Re: [PATCH 2/8] uprobes: revamp uprobe refcounting and lifetime management

Andrii Nakryiko <andrii.nakryiko@xxxxxxxxx> · Fri, 2 Aug 2024 08:03:47 -0700

On Fri, Aug 2, 2024 at 4:11 AM Jiri Olsa <olsajiri@xxxxxxxxx> wrote:
>
> On Wed, Jul 31, 2024 at 02:42:50PM -0700, Andrii Nakryiko wrote:
>
> SNIP
>
> > -/*
> > - * There could be threads that have already hit the breakpoint. They
> > - * will recheck the current insn and restart if find_uprobe() fails.
> > - * See find_active_uprobe().
> > - */
> > -static void delete_uprobe(struct uprobe *uprobe)
> > -{
> > -     if (WARN_ON(!uprobe_is_active(uprobe)))
> > -             return;
> > -
> > -     write_lock(&uprobes_treelock);
> > -     rb_erase(&uprobe->rb_node, &uprobes_tree);
> > -     write_unlock(&uprobes_treelock);
> > -     RB_CLEAR_NODE(&uprobe->rb_node); /* for uprobe_is_active() */
> > -}
> > -
> >  struct map_info {
> >       struct map_info *next;
> >       struct mm_struct *mm;
> > @@ -1094,17 +1120,12 @@ void uprobe_unregister(struct uprobe *uprobe, struct uprobe_consumer *uc)
> >       int err;
> >
> >       down_write(&uprobe->register_rwsem);
> > -     if (WARN_ON(!consumer_del(uprobe, uc)))
> > +     if (WARN_ON(!consumer_del(uprobe, uc))) {
> >               err = -ENOENT;
> > -     else
> > +     } else {
> >               err = register_for_each_vma(uprobe, NULL);
> > -
> > -     /* TODO : cant unregister? schedule a worker thread */
> > -     if (!err) {
> > -             if (!uprobe->consumers)
> > -                     delete_uprobe(uprobe);
>
> ok, so removing this call is why the consumer test is failing, right?
>
> IIUC the previous behaviour was to remove uprobe from the tree
> even when there's active uprobe ref for installed uretprobe
>
> so following scenario will now behaves differently:
>
>   install uretprobe/consumer-1 on foo
>   foo {
>     remove uretprobe/consumer-1                (A)
>     install uretprobe/consumer-2 on foo        (B)
>   }
>
> before the removal of consumer-1 (A) would remove the uprobe object
> from the tree, so the installation of consumer-2 (b) would create
> new uprobe object which would not be triggered at foo return because
> it got installed too late (after foo uprobe was triggered)
>
> the behaviour with this patch is that removal of consumer-1 (A) will
> not remove the uprobe object (that happens only when we run out of
> refs), and the following install of consumer-2 will use the existing
> uprobe object so the consumer-2 will be triggered on foo return
>
> uff ;-)

yep, something like that

>
> but I think it's better, because we get more hits

note, with the next patch set that makes uretprobes SRCU protected
(but with timeout) the behavior becomes a bit time-sensitive :) so I
think we'll have to change your selftest to first attach all the new
uretprobes, then detach all the uretprobes that had to be detached,
and then do a bit more relaxed logic of the sort "if there were some
uretprobes before and after, then we *might* get uretprobe triggered
(but we might not as well, unless the same uretprobe stayed attached
at all times)".

Anyways, something to take care of in the bpf-next tree separately.

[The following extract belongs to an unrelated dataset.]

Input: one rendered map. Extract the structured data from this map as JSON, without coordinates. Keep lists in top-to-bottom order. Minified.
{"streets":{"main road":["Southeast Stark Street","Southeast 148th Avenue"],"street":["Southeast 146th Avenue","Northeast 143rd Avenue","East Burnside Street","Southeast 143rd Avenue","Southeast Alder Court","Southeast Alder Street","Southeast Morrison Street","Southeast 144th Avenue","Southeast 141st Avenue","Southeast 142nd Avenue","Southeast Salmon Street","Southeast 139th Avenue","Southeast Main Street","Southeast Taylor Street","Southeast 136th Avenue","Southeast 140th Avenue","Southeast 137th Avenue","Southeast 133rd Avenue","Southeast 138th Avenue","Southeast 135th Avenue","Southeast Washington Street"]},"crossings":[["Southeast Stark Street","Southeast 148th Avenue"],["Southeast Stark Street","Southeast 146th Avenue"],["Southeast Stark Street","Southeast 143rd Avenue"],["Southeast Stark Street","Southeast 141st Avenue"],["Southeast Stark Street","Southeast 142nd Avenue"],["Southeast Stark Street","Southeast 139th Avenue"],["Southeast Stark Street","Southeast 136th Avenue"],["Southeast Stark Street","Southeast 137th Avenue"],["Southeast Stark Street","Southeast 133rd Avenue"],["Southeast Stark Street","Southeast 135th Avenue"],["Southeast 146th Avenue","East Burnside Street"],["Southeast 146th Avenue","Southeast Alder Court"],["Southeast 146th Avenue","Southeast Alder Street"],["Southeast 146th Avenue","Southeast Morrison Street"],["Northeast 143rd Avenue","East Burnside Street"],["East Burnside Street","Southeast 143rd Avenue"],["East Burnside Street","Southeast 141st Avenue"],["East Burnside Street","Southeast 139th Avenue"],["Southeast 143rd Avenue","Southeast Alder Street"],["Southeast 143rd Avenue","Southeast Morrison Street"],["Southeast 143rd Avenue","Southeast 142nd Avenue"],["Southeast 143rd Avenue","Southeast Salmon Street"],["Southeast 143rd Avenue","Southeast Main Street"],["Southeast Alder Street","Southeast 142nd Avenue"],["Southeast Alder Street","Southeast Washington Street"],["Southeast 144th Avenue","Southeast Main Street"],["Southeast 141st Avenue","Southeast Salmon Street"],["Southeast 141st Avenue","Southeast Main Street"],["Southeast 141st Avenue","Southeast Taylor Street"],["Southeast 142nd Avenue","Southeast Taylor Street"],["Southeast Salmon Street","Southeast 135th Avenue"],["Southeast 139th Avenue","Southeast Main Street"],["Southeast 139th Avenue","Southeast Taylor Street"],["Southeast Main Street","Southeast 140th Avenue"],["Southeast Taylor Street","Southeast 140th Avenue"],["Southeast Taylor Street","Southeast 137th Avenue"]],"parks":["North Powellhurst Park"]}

All this is very much an implementation detail, so I think we can
change these aspects freely.

>
> jirka
>
> > -             else
> > -                     err = -EBUSY;
> > +             /* TODO : cant unregister? schedule a worker thread */
> > +             WARN(err, "leaking uprobe due to failed unregistration");
> >       }
> >       up_write(&uprobe->register_rwsem);
> >
> > @@ -1159,27 +1180,16 @@ struct uprobe *uprobe_register(struct inode *inode,
> >       if (!IS_ALIGNED(ref_ctr_offset, sizeof(short)))
> >               return ERR_PTR(-EINVAL);
> >
> > - retry:
> >       uprobe = alloc_uprobe(inode, offset, ref_ctr_offset);
> >       if (IS_ERR(uprobe))
> >               return uprobe;
> >
> > -     /*
> > -      * We can race with uprobe_unregister()->delete_uprobe().
> > -      * Check uprobe_is_active() and retry if it is false.
> > -      */
> >       down_write(&uprobe->register_rwsem);
> > -     ret = -EAGAIN;
> > -     if (likely(uprobe_is_active(uprobe))) {
> > -             consumer_add(uprobe, uc);
> > -             ret = register_for_each_vma(uprobe, uc);
> > -     }
> > +     consumer_add(uprobe, uc);
> > +     ret = register_for_each_vma(uprobe, uc);
> >       up_write(&uprobe->register_rwsem);
> > -     put_uprobe(uprobe);
> >
> >       if (ret) {
> > -             if (unlikely(ret == -EAGAIN))
> > -                     goto retry;
> >               uprobe_unregister(uprobe, uc);
> >               return ERR_PTR(ret);
>
> SNIP